───── Records for this task ─────

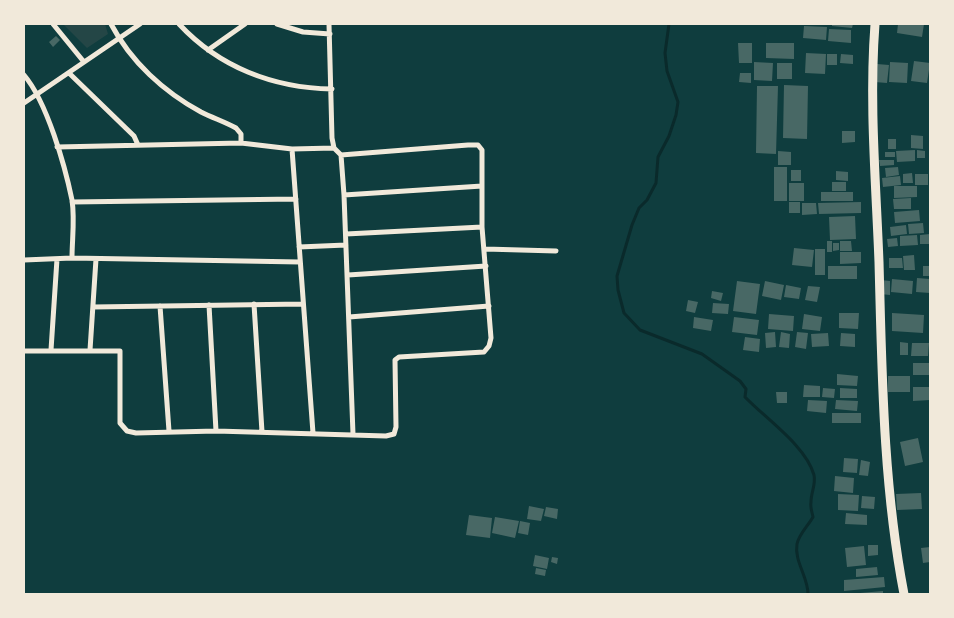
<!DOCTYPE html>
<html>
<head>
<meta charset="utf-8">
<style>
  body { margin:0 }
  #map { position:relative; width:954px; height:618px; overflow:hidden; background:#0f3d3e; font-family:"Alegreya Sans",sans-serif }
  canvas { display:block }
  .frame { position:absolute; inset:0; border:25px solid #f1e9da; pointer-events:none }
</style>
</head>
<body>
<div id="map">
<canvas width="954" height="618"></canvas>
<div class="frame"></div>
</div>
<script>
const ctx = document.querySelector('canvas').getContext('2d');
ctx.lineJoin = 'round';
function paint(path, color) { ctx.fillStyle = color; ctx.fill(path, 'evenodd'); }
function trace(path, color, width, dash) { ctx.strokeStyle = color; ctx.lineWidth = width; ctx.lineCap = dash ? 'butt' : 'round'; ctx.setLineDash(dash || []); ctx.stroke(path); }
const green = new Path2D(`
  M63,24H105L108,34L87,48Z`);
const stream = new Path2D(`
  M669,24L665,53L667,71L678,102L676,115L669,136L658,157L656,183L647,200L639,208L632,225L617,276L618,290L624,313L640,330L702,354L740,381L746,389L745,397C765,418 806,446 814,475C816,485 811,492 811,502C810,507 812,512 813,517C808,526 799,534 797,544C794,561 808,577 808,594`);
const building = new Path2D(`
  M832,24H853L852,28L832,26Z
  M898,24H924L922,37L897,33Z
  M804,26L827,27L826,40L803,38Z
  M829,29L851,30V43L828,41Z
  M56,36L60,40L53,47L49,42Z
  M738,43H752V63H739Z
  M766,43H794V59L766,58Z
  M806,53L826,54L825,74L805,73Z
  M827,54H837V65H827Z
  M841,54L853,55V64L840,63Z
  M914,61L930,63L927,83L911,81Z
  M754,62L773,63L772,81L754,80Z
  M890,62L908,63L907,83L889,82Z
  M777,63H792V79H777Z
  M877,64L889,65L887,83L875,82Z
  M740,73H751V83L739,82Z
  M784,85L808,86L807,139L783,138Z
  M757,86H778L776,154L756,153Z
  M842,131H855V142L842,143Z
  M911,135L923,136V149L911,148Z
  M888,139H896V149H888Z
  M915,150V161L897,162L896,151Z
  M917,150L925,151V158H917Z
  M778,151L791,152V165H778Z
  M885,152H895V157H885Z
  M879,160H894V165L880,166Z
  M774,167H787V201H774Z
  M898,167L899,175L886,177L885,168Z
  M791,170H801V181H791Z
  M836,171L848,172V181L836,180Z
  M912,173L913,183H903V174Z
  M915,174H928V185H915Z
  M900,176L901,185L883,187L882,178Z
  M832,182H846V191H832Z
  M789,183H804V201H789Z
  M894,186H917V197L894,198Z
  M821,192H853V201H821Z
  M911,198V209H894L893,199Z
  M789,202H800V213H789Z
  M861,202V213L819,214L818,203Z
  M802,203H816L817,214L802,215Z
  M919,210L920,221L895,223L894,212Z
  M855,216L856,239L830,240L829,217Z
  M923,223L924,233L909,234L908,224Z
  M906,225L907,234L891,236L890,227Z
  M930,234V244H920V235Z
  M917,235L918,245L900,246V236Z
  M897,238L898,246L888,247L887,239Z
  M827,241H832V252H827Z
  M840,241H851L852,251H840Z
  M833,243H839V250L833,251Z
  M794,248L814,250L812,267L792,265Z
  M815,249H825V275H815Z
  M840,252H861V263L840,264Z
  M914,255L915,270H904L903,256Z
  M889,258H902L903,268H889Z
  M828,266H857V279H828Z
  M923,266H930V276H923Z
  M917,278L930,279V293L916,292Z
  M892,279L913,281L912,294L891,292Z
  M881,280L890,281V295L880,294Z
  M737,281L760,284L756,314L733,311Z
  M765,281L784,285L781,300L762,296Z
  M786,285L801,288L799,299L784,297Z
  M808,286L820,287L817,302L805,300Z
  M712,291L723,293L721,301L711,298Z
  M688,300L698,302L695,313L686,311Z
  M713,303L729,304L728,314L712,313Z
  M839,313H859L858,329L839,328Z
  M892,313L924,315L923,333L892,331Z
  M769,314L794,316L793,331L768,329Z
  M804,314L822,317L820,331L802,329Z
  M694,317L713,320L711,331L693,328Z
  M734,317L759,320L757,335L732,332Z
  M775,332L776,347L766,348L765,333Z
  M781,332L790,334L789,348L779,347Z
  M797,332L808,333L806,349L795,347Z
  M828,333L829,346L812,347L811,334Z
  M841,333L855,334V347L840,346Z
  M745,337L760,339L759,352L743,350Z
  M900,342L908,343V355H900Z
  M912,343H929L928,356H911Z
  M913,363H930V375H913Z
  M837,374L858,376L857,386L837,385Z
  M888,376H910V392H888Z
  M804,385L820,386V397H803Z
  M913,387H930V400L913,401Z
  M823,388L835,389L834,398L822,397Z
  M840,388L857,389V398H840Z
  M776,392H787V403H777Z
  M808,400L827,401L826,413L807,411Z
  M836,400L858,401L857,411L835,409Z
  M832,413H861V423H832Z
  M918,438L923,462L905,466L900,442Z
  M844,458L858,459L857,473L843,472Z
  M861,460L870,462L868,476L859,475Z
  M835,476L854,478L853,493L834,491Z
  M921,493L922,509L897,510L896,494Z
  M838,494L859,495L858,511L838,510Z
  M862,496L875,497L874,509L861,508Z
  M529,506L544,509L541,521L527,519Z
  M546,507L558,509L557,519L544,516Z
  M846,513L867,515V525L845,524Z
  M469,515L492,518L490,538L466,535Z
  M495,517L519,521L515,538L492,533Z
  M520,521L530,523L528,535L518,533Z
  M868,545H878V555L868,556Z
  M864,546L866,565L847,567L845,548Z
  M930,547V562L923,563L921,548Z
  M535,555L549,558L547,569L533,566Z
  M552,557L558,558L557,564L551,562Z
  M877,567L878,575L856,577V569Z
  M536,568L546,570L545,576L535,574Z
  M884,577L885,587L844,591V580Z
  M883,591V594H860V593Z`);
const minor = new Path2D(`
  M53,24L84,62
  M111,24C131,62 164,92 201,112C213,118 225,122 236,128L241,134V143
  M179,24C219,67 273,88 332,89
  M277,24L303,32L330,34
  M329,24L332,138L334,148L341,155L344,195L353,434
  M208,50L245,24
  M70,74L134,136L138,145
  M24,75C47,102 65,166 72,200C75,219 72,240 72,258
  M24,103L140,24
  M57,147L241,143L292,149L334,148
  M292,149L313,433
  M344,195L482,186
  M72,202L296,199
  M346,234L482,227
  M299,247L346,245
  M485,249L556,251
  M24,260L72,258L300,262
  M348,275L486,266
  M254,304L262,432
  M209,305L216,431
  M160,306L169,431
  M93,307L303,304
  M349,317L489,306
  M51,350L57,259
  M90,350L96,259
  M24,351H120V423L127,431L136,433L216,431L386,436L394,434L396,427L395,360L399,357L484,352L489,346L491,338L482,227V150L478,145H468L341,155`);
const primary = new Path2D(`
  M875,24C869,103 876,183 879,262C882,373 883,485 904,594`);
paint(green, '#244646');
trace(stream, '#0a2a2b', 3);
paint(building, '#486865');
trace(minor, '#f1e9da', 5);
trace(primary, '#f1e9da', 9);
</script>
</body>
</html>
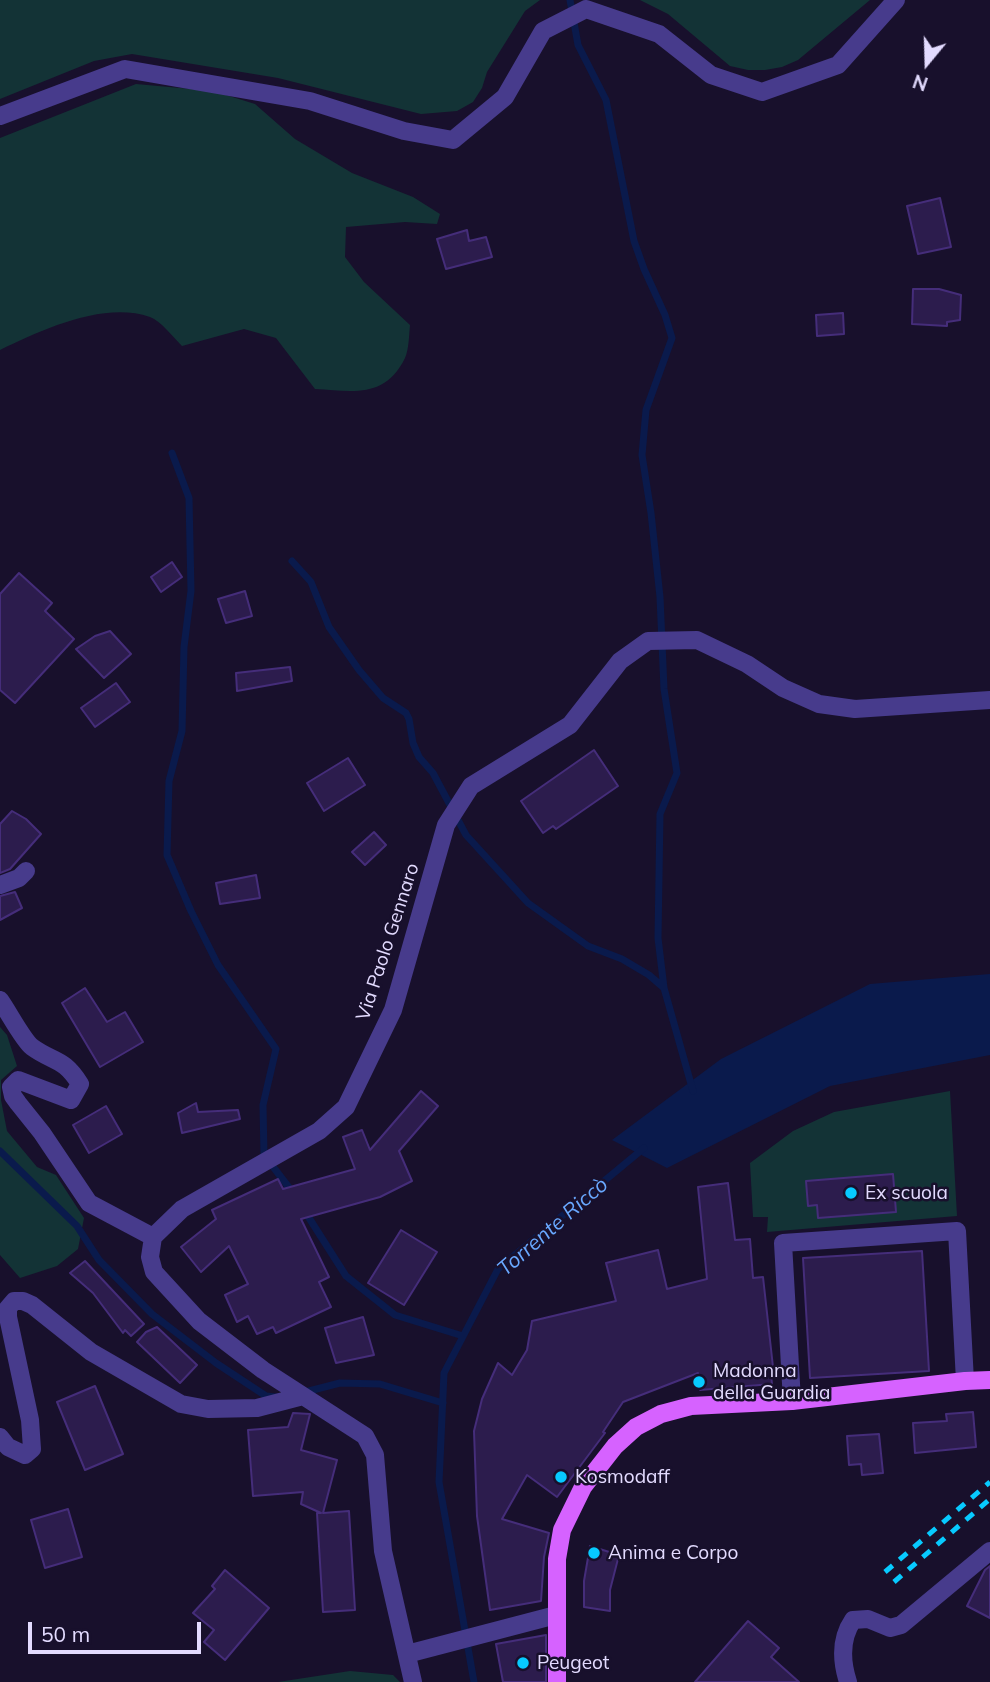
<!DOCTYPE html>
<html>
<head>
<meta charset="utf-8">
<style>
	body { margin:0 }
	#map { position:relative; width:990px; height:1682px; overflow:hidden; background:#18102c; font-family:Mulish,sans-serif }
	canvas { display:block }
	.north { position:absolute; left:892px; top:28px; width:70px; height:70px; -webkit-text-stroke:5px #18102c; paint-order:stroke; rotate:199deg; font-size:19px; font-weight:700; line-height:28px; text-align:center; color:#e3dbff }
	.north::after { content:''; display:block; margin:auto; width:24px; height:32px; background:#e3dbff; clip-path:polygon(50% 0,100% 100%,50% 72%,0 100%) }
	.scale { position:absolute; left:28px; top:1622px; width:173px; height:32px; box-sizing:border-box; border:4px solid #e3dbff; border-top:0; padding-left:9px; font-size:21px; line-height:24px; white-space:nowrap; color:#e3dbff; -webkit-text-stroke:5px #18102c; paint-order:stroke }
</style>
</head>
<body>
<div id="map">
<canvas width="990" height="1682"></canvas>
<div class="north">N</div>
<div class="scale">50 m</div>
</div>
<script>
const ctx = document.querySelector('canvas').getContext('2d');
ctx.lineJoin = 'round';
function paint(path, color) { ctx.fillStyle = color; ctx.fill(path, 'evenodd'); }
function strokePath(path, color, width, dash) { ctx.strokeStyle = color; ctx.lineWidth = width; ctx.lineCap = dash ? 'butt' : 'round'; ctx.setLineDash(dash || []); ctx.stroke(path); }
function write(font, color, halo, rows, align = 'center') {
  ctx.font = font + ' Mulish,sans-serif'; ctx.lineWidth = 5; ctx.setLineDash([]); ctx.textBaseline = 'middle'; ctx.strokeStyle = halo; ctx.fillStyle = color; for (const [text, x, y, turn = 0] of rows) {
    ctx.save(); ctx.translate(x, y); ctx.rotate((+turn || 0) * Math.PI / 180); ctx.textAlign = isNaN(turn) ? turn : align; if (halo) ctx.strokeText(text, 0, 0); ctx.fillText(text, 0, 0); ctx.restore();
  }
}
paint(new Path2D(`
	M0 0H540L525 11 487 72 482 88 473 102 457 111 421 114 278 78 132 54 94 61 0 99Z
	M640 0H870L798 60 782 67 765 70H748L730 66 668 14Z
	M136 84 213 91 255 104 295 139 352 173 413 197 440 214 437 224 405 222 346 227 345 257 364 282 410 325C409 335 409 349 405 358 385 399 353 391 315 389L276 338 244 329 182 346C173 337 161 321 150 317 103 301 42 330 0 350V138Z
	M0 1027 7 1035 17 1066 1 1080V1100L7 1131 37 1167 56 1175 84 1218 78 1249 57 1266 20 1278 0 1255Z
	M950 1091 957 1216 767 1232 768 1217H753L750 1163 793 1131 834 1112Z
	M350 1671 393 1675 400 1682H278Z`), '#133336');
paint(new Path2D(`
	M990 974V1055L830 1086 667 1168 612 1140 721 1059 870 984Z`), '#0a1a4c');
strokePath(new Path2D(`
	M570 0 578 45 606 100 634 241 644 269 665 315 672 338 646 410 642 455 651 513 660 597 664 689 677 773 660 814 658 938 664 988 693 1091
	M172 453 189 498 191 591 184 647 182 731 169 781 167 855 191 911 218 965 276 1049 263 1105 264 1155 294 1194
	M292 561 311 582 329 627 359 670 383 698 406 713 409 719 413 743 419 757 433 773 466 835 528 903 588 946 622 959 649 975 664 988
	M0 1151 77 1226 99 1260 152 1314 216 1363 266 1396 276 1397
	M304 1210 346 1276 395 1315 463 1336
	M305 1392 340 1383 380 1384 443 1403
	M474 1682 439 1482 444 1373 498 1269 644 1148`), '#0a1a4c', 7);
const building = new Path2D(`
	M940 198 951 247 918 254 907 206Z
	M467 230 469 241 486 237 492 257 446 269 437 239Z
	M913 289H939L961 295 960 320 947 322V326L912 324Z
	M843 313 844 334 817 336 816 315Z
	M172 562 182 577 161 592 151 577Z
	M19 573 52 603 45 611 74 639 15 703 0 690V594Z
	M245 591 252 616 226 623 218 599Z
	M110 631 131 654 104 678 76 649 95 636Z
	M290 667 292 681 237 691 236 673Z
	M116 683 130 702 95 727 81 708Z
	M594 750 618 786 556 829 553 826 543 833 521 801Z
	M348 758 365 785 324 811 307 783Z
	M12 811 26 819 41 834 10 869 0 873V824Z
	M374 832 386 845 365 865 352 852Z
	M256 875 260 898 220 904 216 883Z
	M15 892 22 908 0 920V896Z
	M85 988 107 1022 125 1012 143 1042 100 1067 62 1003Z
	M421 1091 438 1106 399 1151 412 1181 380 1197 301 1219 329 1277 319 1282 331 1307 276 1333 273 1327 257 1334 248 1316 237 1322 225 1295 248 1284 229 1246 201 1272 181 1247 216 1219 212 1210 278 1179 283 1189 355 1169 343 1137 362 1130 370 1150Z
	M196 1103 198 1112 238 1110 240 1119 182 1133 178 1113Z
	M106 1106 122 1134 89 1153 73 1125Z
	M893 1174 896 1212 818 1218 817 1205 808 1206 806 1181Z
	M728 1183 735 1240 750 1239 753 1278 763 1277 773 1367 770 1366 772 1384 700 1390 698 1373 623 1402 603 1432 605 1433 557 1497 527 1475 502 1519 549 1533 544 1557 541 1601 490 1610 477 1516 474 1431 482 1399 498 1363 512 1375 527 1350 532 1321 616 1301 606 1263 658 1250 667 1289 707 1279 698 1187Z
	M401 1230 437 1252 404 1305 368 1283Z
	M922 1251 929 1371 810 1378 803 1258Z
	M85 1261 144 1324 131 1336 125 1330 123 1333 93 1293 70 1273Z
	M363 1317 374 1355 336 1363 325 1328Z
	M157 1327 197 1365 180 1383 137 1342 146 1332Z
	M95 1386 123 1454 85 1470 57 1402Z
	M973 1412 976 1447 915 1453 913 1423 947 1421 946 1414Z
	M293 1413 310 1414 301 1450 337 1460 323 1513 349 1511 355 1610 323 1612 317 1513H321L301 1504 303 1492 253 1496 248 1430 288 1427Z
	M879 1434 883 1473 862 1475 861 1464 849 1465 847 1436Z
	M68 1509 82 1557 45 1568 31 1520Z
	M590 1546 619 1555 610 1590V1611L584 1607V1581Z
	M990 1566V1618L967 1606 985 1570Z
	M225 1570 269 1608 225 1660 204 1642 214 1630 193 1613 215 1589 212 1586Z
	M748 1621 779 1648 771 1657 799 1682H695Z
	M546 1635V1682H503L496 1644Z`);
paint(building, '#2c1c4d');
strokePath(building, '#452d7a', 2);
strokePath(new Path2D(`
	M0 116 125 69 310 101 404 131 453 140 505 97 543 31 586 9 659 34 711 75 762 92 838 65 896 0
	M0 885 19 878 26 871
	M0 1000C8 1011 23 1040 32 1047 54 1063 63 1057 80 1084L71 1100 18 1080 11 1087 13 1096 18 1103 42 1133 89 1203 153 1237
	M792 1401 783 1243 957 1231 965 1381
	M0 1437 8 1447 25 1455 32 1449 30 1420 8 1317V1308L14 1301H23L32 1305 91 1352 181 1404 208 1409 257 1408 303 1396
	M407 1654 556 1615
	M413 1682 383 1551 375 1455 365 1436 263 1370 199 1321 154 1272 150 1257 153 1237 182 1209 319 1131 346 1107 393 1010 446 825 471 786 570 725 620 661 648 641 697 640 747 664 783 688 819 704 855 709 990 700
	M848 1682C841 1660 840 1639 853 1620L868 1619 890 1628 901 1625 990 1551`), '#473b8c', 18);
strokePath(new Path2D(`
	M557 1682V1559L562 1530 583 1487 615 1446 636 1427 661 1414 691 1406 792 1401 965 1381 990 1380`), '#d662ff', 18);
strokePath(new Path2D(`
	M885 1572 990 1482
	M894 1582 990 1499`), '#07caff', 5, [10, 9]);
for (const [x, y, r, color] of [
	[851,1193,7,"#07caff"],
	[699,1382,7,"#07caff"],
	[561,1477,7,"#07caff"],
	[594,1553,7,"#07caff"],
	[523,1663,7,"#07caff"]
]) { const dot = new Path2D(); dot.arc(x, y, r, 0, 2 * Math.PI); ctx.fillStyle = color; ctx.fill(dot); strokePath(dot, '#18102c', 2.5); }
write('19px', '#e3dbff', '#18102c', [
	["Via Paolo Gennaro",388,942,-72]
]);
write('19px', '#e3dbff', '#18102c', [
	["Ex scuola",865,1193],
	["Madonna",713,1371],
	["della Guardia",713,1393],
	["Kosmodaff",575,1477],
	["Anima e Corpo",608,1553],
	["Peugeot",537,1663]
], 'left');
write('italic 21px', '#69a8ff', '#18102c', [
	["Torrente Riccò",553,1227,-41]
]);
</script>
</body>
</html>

─────

**Exercise goal**
All that is wanted is a faithful reproduction of the line above with "M757,86H778L776,154L756,153Z", the line with "M797,332L808,333L806,349L795,347Z", and every line in between.

**Result**
  M757,86H778L776,154L756,153Z
  M842,131H855V142L842,143Z
  M911,135L923,136V149L911,148Z
  M888,139H896V149H888Z
  M915,150V161L897,162L896,151Z
  M917,150L925,151V158H917Z
  M778,151L791,152V165H778Z
  M885,152H895V157H885Z
  M879,160H894V165L880,166Z
  M774,167H787V201H774Z
  M898,167L899,175L886,177L885,168Z
  M791,170H801V181H791Z
  M836,171L848,172V181L836,180Z
  M912,173L913,183H903V174Z
  M915,174H928V185H915Z
  M900,176L901,185L883,187L882,178Z
  M832,182H846V191H832Z
  M789,183H804V201H789Z
  M894,186H917V197L894,198Z
  M821,192H853V201H821Z
  M911,198V209H894L893,199Z
  M789,202H800V213H789Z
  M861,202V213L819,214L818,203Z
  M802,203H816L817,214L802,215Z
  M919,210L920,221L895,223L894,212Z
  M855,216L856,239L830,240L829,217Z
  M923,223L924,233L909,234L908,224Z
  M906,225L907,234L891,236L890,227Z
  M930,234V244H920V235Z
  M917,235L918,245L900,246V236Z
  M897,238L898,246L888,247L887,239Z
  M827,241H832V252H827Z
  M840,241H851L852,251H840Z
  M833,243H839V250L833,251Z
  M794,248L814,250L812,267L792,265Z
  M815,249H825V275H815Z
  M840,252H861V263L840,264Z
  M914,255L915,270H904L903,256Z
  M889,258H902L903,268H889Z
  M828,266H857V279H828Z
  M923,266H930V276H923Z
  M917,278L930,279V293L916,292Z
  M892,279L913,281L912,294L891,292Z
  M881,280L890,281V295L880,294Z
  M737,281L760,284L756,314L733,311Z
  M765,281L784,285L781,300L762,296Z
  M786,285L801,288L799,299L784,297Z
  M808,286L820,287L817,302L805,300Z
  M712,291L723,293L721,301L711,298Z
  M688,300L698,302L695,313L686,311Z
  M713,303L729,304L728,314L712,313Z
  M839,313H859L858,329L839,328Z
  M892,313L924,315L923,333L892,331Z
  M769,314L794,316L793,331L768,329Z
  M804,314L822,317L820,331L802,329Z
  M694,317L713,320L711,331L693,328Z
  M734,317L759,320L757,335L732,332Z
  M775,332L776,347L766,348L765,333Z
  M781,332L790,334L789,348L779,347Z
  M797,332L808,333L806,349L795,347Z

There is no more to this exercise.